Library Panel Rules on Entry to New Branch
Responding to community pressure, the Los Angeles Board of Library Commissioners on Tuesday voted to put the entrance to a planned $1.3-million library in Atwater on Glendale Boulevard, the community’s main thoroughfare, rather than on a side street.
The board was considering an alternate plan for the library, which will be at Glendale Boulevard and Revere Avenue, because of concerns for the safety of patrons who would have to walk to the entrance from a rear parking lot. A Revere Avenue entrance would have been about 60 feet closer to the parking lot than one on Glendale Boulevard.
But the Friends of the Atwater Library, which first protested the possible change in plans at a library board meeting in January, has insisted that a Glendale Boulevard entrance would actually be safer because of its higher visibility.
Busy Location Favored
Underscoring the need to place the library entrance in a well-traveled location, Barbara Lass, coordinator of the Friends of the Atwater Library, said, “Activity is usually what keeps crime down.”
The Atwater library, the smallest of the 62 branches in the city’s system, is now in rented quarters at 3229 Glendale Blvd. Most of its patrons, the Friends group maintained, arrive by foot, bicycle or bus and would not use the parking lot.
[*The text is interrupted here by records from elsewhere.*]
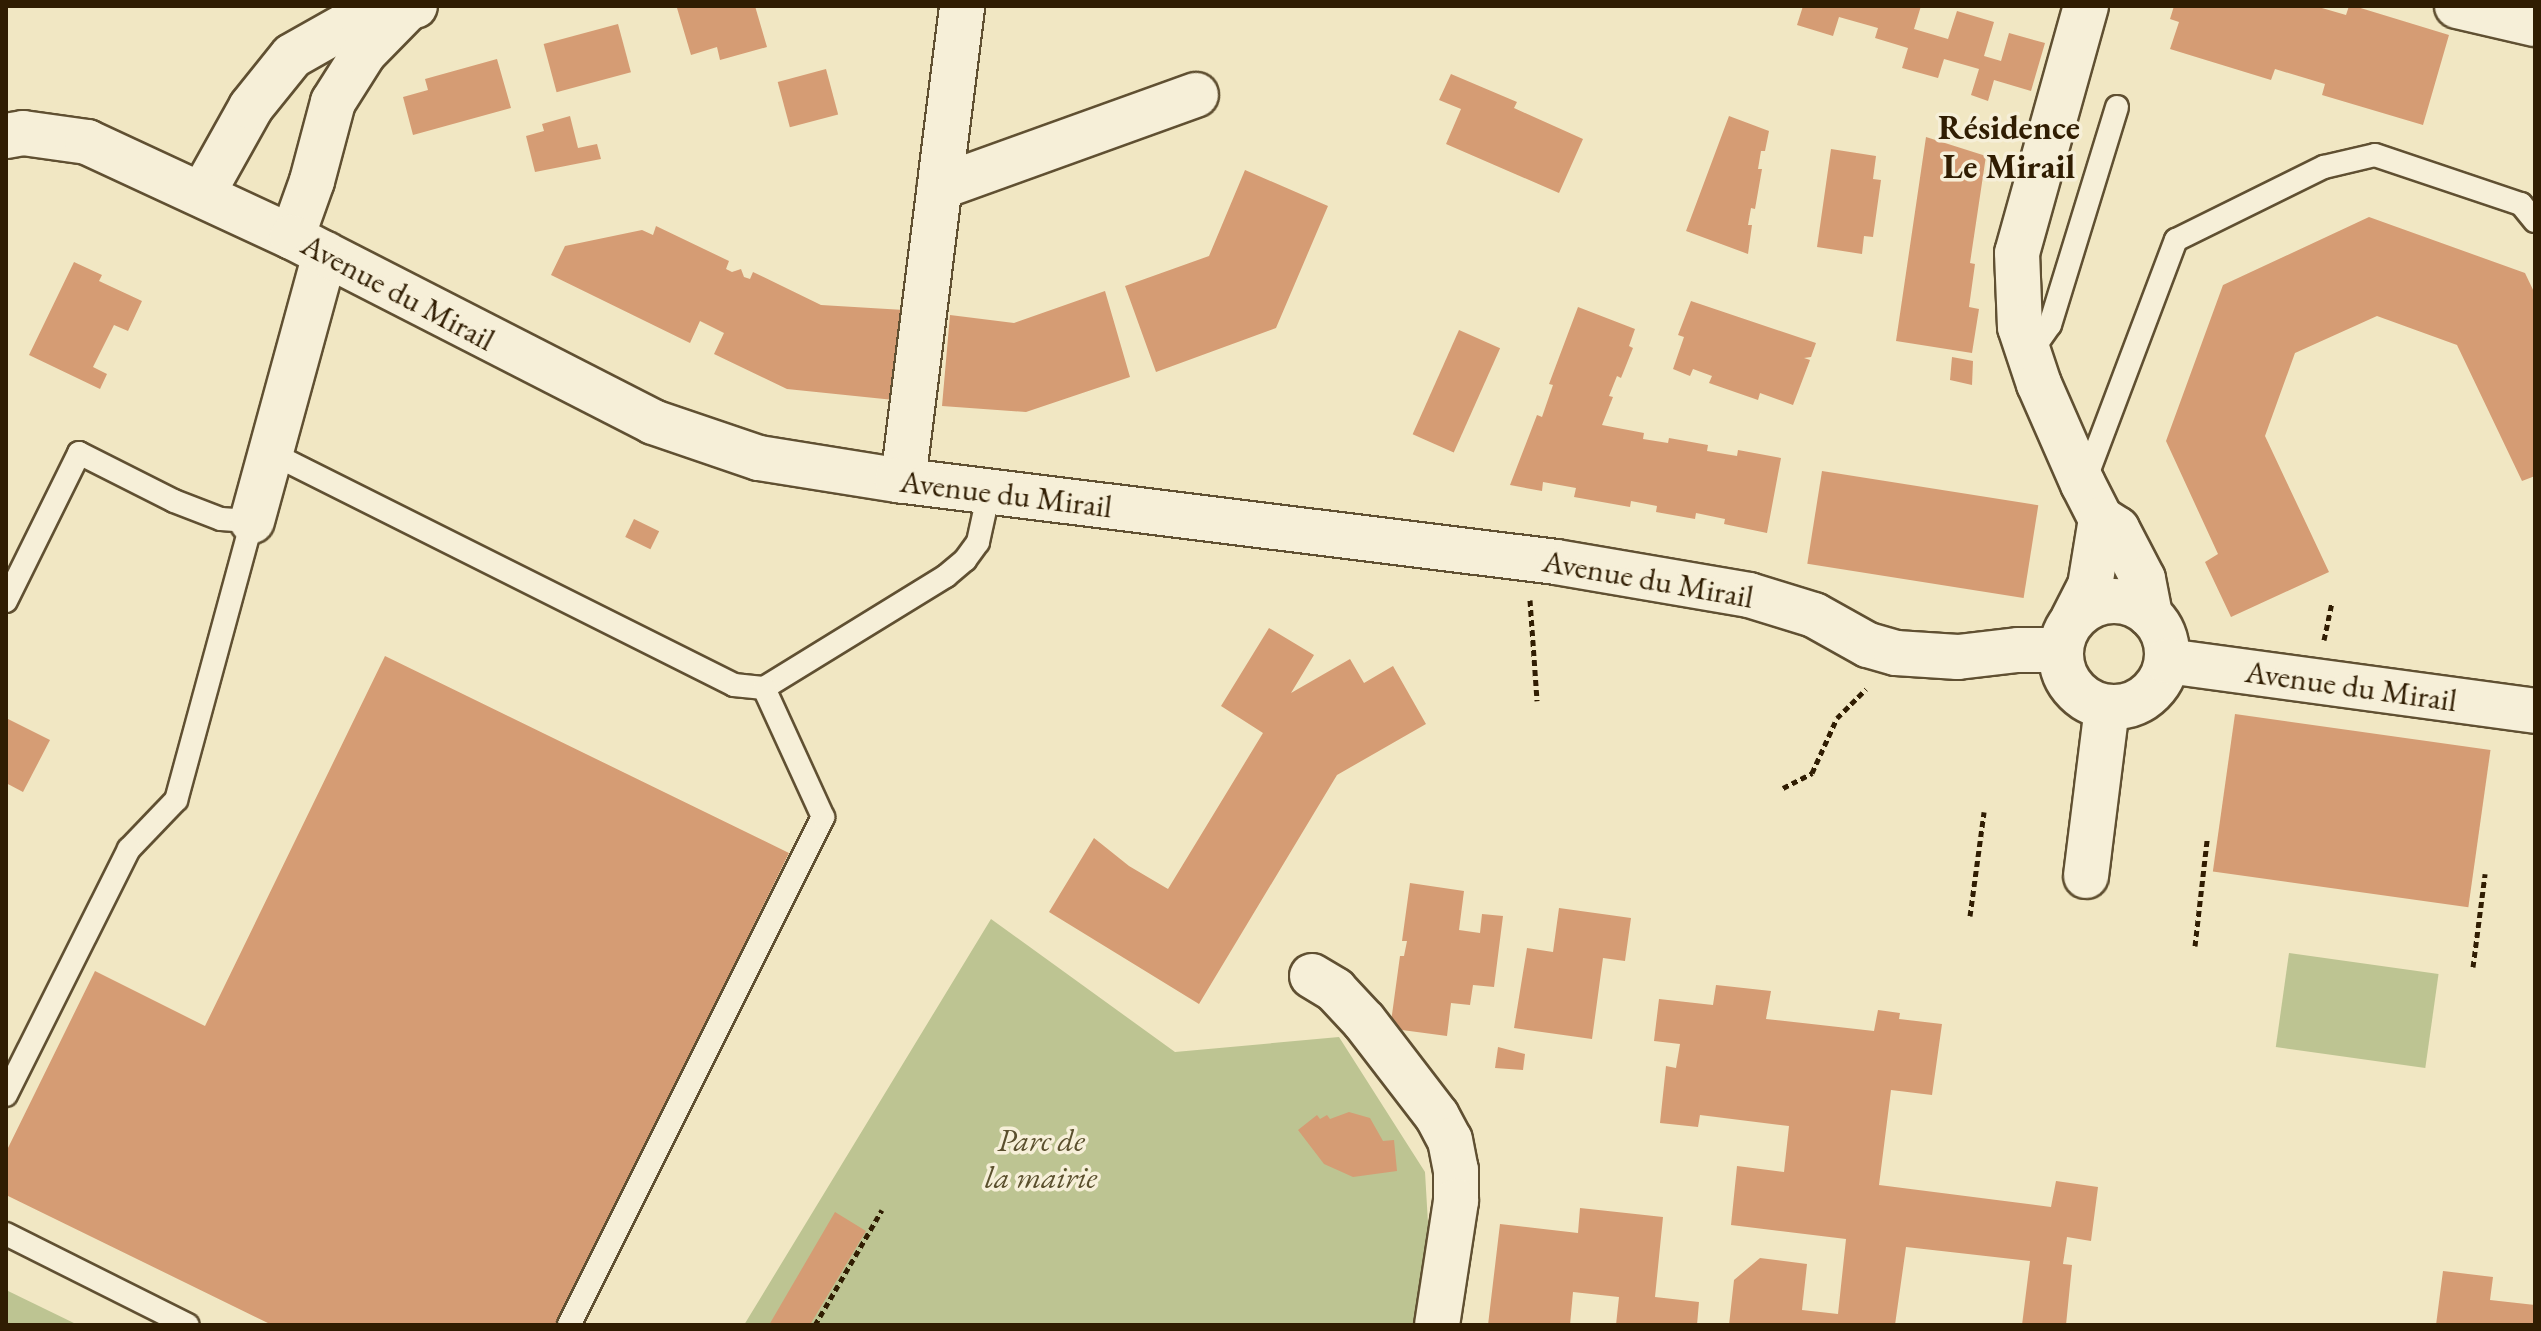 <!DOCTYPE html>
<html>
<head>
<meta charset="utf-8">
<style>
  body { margin:0 }
  #map { position:relative; width:2541px; height:1331px; overflow:hidden; background:#f1e7c3; font-family:"EB Garamond",serif }
  div>[style] { position:absolute }
  [style*='--x'] { left:calc(var(--x)*1px); top:calc(var(--y)*1px); width:calc(var(--w)*1px); rotate:calc(var(--a)*1deg) }
  .green>* { inset:0; background:#bdc492; transform-origin:0 0 }
  .building>* { inset:0; background:#d59c74; transform-origin:0 0 }
  .path>* { height:5px; margin-top:-2.5px; transform-origin:0; background:repeating-linear-gradient(90deg,#301d02 0 6px,transparent 0 10px) }
  .roads { filter:drop-shadow(2px 0 #605032) drop-shadow(-2px 0 #605032) drop-shadow(0 2px #605032) drop-shadow(0 -2px #605032) }
  .lane>* { height:22px; margin:-11px; padding:0 11px; transform-origin:11px; border-radius:11px; background:#f6efd8 }
  .street>* { height:44px; margin:-22px; padding:0 22px; transform-origin:22px; border-radius:22px; background:#f6efd8 }
  .secondary>* { height:44px; margin:-22px; padding:0 22px; transform-origin:22px; border-radius:22px; background:#f6efd8 }
  .secondary>.ring { margin:-22px; padding:0; box-sizing:content-box; background:none; border:44px solid #f6efd8; border-radius:50% }
  span { translate:-50% -50%; white-space:nowrap; text-align:center; line-height:1.15; -webkit-text-stroke:7px #f6efd8; paint-order:stroke }
  .street-label { font-size:32px; color:#301d02 }
  .park-label { font-size:32px; color:#5a4f2d; font-style:italic }
  .neighbourhood-label { font-size:34px; color:#301d02; font-weight:700 }
  .frame { position:absolute; inset:0; border:8px solid #301d02; pointer-events:none }
</style>
</head>
<body>
<div id="map">
  <div class="green">
    <i style="clip-path:polygon(991px 919px,1175px 1052px,1339px 1037px,1425px 1172px,1434px 1325px,744px 1325px)"></i>
    <i style="left:2289px;top:953px;width:151px;height:95px;rotate:8deg"></i>
    <i style="clip-path:polygon(6px 1290px,78px 1325px,6px 1325px)"></i>
  </div>
  <div class="building">
    <i style="clip-path:polygon(685px 6px,755px 6px,767px 47px,720px 60px,717px 47px,691px 55px,677px 8px)"></i>
    <i style="clip-path:polygon(1803px 6px,1921px 6px,1914px 29px,1948px 39px,1957px 11px,1994px 22px,1984px 56px,2001px 61px,2009px 33px,2045px 43px,2031px 91px,1994px 80px,1988px 101px,1971px 95px,1979px 69px,1944px 59px,1938px 78px,1902px 68px,1908px 48px,1875px 38px,1878px 28px,1839px 17px,1833px 36px,1797px 25px)"></i>
    <i style="clip-path:polygon(2174px 6px,2315px 6px,2346px 15px,2349px 6px,2354px 6px,2449px 35px,2423px 125px,2322px 95px,2325px 84px,2275px 69px,2271px 80px,2170px 49px,2179px 22px,2170px 19px)"></i>
    <i style="left:618px;top:24px;width:50px;height:77px;rotate:75deg"></i>
    <i style="clip-path:polygon(497px 59px,511px 108px,413px 135px,403px 97px,428px 90px,425px 79px)"></i>
    <i style="left:826px;top:69px;width:47px;height:50px;rotate:75deg"></i>
    <i style="clip-path:polygon(1451px 74px,1517px 102px,1514px 108px,1583px 139px,1559px 193px,1446px 144px,1461px 109px,1439px 100px)"></i>
    <i style="clip-path:polygon(570px 116px,578px 148px,597px 144px,601px 159px,535px 172px,526px 136px,544px 131px,542px 124px)"></i>
    <i style="clip-path:polygon(1729px 116px,1769px 131px,1765px 151px,1761px 151px,1758px 169px,1762px 169px,1755px 209px,1751px 208px,1748px 225px,1752px 225px,1748px 254px,1686px 231px)"></i>
    <i style="clip-path:polygon(1926px 137px,1986px 156px,1970px 263px,1975px 264px,1969px 307px,1979px 309px,1972px 353px,1896px 341px)"></i>
    <i style="clip-path:polygon(1831px 149px,1876px 156px,1873px 179px,1881px 180px,1873px 237px,1864px 236px,1862px 254px,1817px 247px)"></i>
    <i style="clip-path:polygon(1245px 170px,1328px 206px,1276px 328px,1156px 372px,1125px 286px,1209px 256px)"></i>
    <i style="clip-path:polygon(2369px 217px,2525px 273px,2535px 294px,2535px 476px,2522px 481px,2457px 345px,2377px 316px,2295px 353px,2265px 436px,2329px 572px,2231px 617px,2205px 562px,2218px 554px,2166px 441px,2223px 285px)"></i>
    <i style="clip-path:polygon(656px 226px,729px 261px,726px 269px,732px 272px,741px 269px,744px 277px,750px 279px,753px 272px,821px 305px,904px 310px,894px 400px,787px 389px,714px 354px,724px 333px,700px 321px,690px 343px,551px 275px,565px 246px,642px 230px,653px 235px)"></i>
    <i style="clip-path:polygon(74px 262px,102px 275px,99px 281px,142px 301px,128px 331px,114px 325px,93px 367px,107px 374px,100px 389px,29px 355px)"></i>
    <i style="clip-path:polygon(1105px 291px,1130px 377px,1026px 412px,942px 406px,950px 315px,1014px 323px)"></i>
    <i style="clip-path:polygon(1691px 301px,1816px 343px,1811px 357px,1804px 358px,1810px 360px,1793px 405px,1760px 393px,1758px 400px,1709px 383px,1712px 376px,1693px 369px,1690px 376px,1673px 369px,1684px 337px,1678px 335px)"></i>
    <i style="clip-path:polygon(1578px 307px,1635px 329px,1629px 346px,1633px 348px,1621px 378px,1617px 376px,1609px 396px,1613px 397px,1602px 425px,1644px 433px,1643px 439px,1668px 443px,1669px 438px,1708px 445px,1707px 451px,1737px 456px,1738px 450px,1781px 458px,1767px 533px,1724px 524px,1725px 519px,1696px 513px,1695px 519px,1656px 512px,1657px 506px,1631px 501px,1630px 507px,1574px 497px,1576px 488px,1543px 482px,1542px 491px,1510px 485px,1537px 415px,1542px 417px,1553px 385px,1549px 384px)"></i>
    <i style="left:1459px;top:330px;width:45px;height:114px;rotate:24deg"></i>
    <i style="clip-path:polygon(1952px 357px,1973px 361px,1972px 385px,1950px 380px)"></i>
    <i style="left:1822px;top:471px;width:219px;height:94px;rotate:9deg"></i>
    <i style="left:634px;top:519px;width:28px;height:20px;rotate:26deg"></i>
    <i style="clip-path:polygon(1269px 628px,1314px 655px,1291px 693px,1350px 659px,1364px 683px,1393px 666px,1426px 724px,1337px 775px,1199px 1004px,1049px 912px,1094px 838px,1129px 866px,1168px 889px,1263px 733px,1221px 706px)"></i>
    <i style="clip-path:polygon(385px 656px,789px 853px,557px 1325px,272px 1325px,6px 1195px,6px 1152px,95px 971px,205px 1026px)"></i>
    <i style="left:2235px;top:714px;width:258px;height:159px;rotate:8deg"></i>
    <i style="clip-path:polygon(6px 718px,50px 740px,23px 792px,6px 783px)"></i>
    <i style="clip-path:polygon(1410px 883px,1464px 891px,1459px 930px,1480px 933px,1482px 914px,1503px 916px,1494px 987px,1473px 985px,1470px 1005px,1451px 1003px,1447px 1036px,1402px 1030px,1391px 1022px,1400px 956px,1404px 956px,1407px 941px,1402px 941px)"></i>
    <i style="clip-path:polygon(1559px 908px,1631px 918px,1625px 961px,1603px 958px,1592px 1039px,1514px 1028px,1527px 948px,1553px 952px)"></i>
    <i style="clip-path:polygon(1716px 985px,1771px 991px,1766px 1019px,1874px 1031px,1878px 1010px,1900px 1013px,1899px 1019px,1942px 1024px,1932px 1095px,1891px 1090px,1879px 1185px,2051px 1207px,2056px 1181px,2098px 1187px,2091px 1241px,2067px 1237px,2063px 1264px,2072px 1265px,2066px 1325px,2022px 1325px,2030px 1261px,1906px 1247px,1895px 1325px,1729px 1325px,1734px 1280px,1760px 1258px,1807px 1264px,1802px 1310px,1838px 1314px,1846px 1239px,1731px 1225px,1737px 1166px,1784px 1172px,1789px 1126px,1700px 1115px,1698px 1127px,1660px 1123px,1666px 1066px,1676px 1068px,1680px 1044px,1654px 1041px,1659px 999px,1713px 1005px)"></i>
    <i style="clip-path:polygon(1498px 1047px,1525px 1054px,1523px 1070px,1495px 1068px)"></i>
    <i style="clip-path:polygon(1349px 1112px,1370px 1118px,1383px 1141px,1394px 1140px,1397px 1171px,1353px 1177px,1324px 1164px,1298px 1130px,1317px 1115px,1320px 1119px,1327px 1115px,1330px 1119px)"></i>
    <i style="clip-path:polygon(1580px 1208px,1663px 1217px,1655px 1297px,1699px 1302px,1697px 1325px,1616px 1325px,1619px 1297px,1573px 1292px,1570px 1325px,1488px 1325px,1500px 1224px,1578px 1233px)"></i>
    <i style="clip-path:polygon(835px 1212px,866px 1231px,860px 1241px,810px 1325px,769px 1325px)"></i>
    <i style="clip-path:polygon(2443px 1271px,2493px 1277px,2490px 1300px,2535px 1305px,2535px 1325px,2436px 1325px)"></i>
  </div>
  <div class="path">
    <i style="--x:1530;--y:600;--w:101;--a:86"></i>
    <i style="--x:2324;--y:640;--w:39;--a:-78"></i>
    <i style="--x:1783;--y:788;--w:33;--a:-27"></i>
    <i style="--x:1812;--y:773;--w:60;--a:-65.6"></i>
    <i style="--x:1837;--y:718;--w:41;--a:-45"></i>
    <i style="--x:1970;--y:916;--w:105;--a:-82.3"></i>
    <i style="--x:2195;--y:946;--w:107;--a:-83.5"></i>
    <i style="--x:2473;--y:967;--w:94;--a:-82.6"></i>
    <i style="--x:815;--y:1325;--w:133;--a:-59.8"></i>
  </div>
  <div class="roads">
    <div class="lane">
      <i style="--x:2028;--y:356;--w:38;--a:-55"></i>
      <i style="--x:2050;--y:325;--w:228;--a:-72.9"></i>
      <i style="--x:269;--y:452;--w:520;--a:26.61"></i>
      <i style="--x:734;--y:685;--w:30;--a:6"></i>
      <i style="--x:764;--y:688;--w:214;--a:-31.6"></i>
      <i style="--x:946;--y:576;--w:25;--a:-40"></i>
      <i style="--x:965;--y:560;--w:22;--a:-54"></i>
      <i style="--x:978;--y:542;--w:51;--a:-77.6"></i>
      <i style="--x:2084;--y:483;--w:260;--a:-69.3"></i>
      <i style="--x:2176;--y:240;--w:165;--a:-26.3"></i>
      <i style="--x:2324;--y:167;--w:52;--a:-13.2"></i>
      <i style="--x:2375;--y:155;--w:154;--a:18.6"></i>
      <i style="--x:2521;--y:204;--w:22;--a:51"></i>
      <i style="--x:6;--y:601;--w:165;--a:-63.7"></i>
      <i style="--x:79;--y:453;--w:106;--a:26.8"></i>
      <i style="--x:174;--y:501;--w:50;--a:21"></i>
      <i style="--x:221;--y:519;--w:31;--a:4"></i>
      <i style="--x:252;--y:521;--w:289;--a:105.2"></i>
      <i style="--x:176;--y:800;--w:68;--a:133.8"></i>
      <i style="--x:129;--y:849;--w:275;--a:116.6"></i>
      <i style="--x:6;--y:1234;--w:203;--a:26.6"></i>
      <i style="--x:569;--y:1325;--w:568;--a:-63.43"></i>
      <i style="--x:823;--y:817;--w:142;--a:-114.6"></i>
    </div>
    <div class="street">
      <i style="--x:2086;--y:6;--w:256;--a:105.6"></i>
      <i style="--x:2017;--y:253;--w:74;--a:87.7"></i>
      <i style="--x:2020;--y:327;--w:60;--a:71.6"></i>
      <i style="--x:2039;--y:384;--w:109;--a:66.3"></i>
      <i style="--x:2083;--y:484;--w:39;--a:63"></i>
      <i style="--x:2101;--y:519;--w:19;--a:32"></i>
      <i style="--x:2117;--y:529;--w:56;--a:62.5"></i>
      <i style="--x:2143;--y:579;--w:37;--a:79"></i>
      <i style="--x:2457;--y:6;--w:80;--a:13"></i>
      <i style="--x:940;--y:187;--w:272;--a:-19.8"></i>
      <i style="--x:203;--y:193;--w:98;--a:-60.8"></i>
      <i style="--x:251;--y:107;--w:65;--a:-51.2"></i>
      <i style="--x:292;--y:56;--w:79;--a:-29.5"></i>
      <i style="--x:361;--y:17;--w:55;--a:-11.5"></i>
      <i style="--x:292;--y:237;--w:59;--a:-70.3"></i>
      <i style="--x:312;--y:181;--w:82;--a:-75.1"></i>
      <i style="--x:333;--y:102;--w:58;--a:-57.7"></i>
      <i style="--x:364;--y:53;--w:60;--a:-45.7"></i>
      <i style="--x:903;--y:481;--w:479;--a:-82.9"></i>
      <i style="--x:252;--y:521;--w:277;--a:-74.7"></i>
      <i style="--x:2073;--y:619;--w:37;--a:-63"></i>
      <i style="--x:2090;--y:586;--w:68;--a:-80.7"></i>
      <i style="--x:2086;--y:876;--w:170;--a:-82.9"></i>
      <i style="--x:1312;--y:976;--w:27;--a:31"></i>
      <i style="--x:1335;--y:990;--w:42;--a:46.9"></i>
      <i style="--x:1364;--y:1021;--w:120;--a:52.5"></i>
      <i style="--x:1437;--y:1116;--w:27;--a:62"></i>
      <i style="--x:1450;--y:1140;--w:31;--a:79"></i>
      <i style="--x:1456;--y:1170;--w:31;--a:90"></i>
      <i style="--x:1456;--y:1201;--w:125;--a:98.7"></i>
    </div>
    <div class="secondary">
      <i style="--x:6;--y:136;--w:17;--a:-10"></i>
      <i style="--x:23;--y:133;--w:65;--a:8"></i>
      <i style="--x:87;--y:142;--w:226;--a:24.9"></i>
      <i style="--x:292;--y:237;--w:406;--a:27.1"></i>
      <i style="--x:653;--y:422;--w:112;--a:18.8"></i>
      <i style="--x:759;--y:458;--w:140;--a:9.1"></i>
      <i style="--x:897;--y:480;--w:664;--a:7.09"></i>
      <i style="--x:1556;--y:562;--w:196;--a:9.7"></i>
      <i style="--x:1749;--y:595;--w:68;--a:17.1"></i>
      <i style="--x:1814;--y:615;--w:62;--a:29.1"></i>
      <i style="--x:1868;--y:645;--w:29;--a:16"></i>
      <i style="--x:1896;--y:653;--w:62;--a:3.7"></i>
      <i style="--x:1958;--y:657;--w:60;--a:-6.7"></i>
      <i style="--x:2018;--y:650;--w:43;--a:0"></i>
      <i class="ring" style="left:2061px;top:601px;width:62px;height:62px"></i>
      <i style="--x:2167;--y:661;--w:371;--a:7.7"></i>
    </div>
  </div>
  <div class="street-label">
    <span style="left:398px;top:292px;rotate:28deg">Avenue du Mirail</span>
    <span style="left:1006px;top:494px;rotate:7deg">Avenue du Mirail</span>
    <span style="left:1648px;top:579px;rotate:10deg">Avenue du Mirail</span>
    <span style="left:2351px;top:686px;rotate:8deg">Avenue du Mirail</span>
  </div>
  <div class="park-label">
    <span style="left:1041px;top:1159px">Parc de<br>la mairie</span>
  </div>
  <div class="neighbourhood-label">
    <span style="left:2009px;top:147px">Résidence<br>Le Mirail</span>
  </div>
  <div class="frame"></div>
</div>
</body>
</html>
The parking lot will have space for only 12 cars, the group also argued, half of which would probably be taken by library staff members who would be able to exit from the rear of the library directly to the parking lot.
The 10 members of the Friends group who attended Tuesday’s meeting, held in the Granada Hills Branch Library, bolstered their arguments with letters of support from Glendale Boulevard businessmen and community leaders. Hugh Stevenson, a deputy for Councilman Joel Wachs, whose 2nd District includes Atwater, was also on hand to express the councilman’s support for a library entrance on Glendale Boulevard.
Library Commissioner Frank W. Terry said, “My concern is that many of the incidents we have had at libraries take place in the parking lots.” Those incidents, Terry said, included muggings and robberies of staff members and library patrons.
After the vote, Lass said, “It’s what we had hoped for. We’re pleased. Now the $64,000 question is, when will it be built?”
October Ground Breaking
Ground breaking is not expected to take place until October, said Don Buck, business manager for the Los Angeles Public Library. Final plans must still be drawn up and approved by the city architect and the library board, Buck said, and the contract on the project must go out to bid. Construction will take about a year, Buck said.
The new building is expected to be three times the size of the current library, one of two branches in a rented building. The two small rooms at the front of the one-story building, housing the library’s collection of 17,000 books, lacks public restrooms, water fountains and a community room.
The new library is designed to accommodate those features as well as a children’s library and a reading room.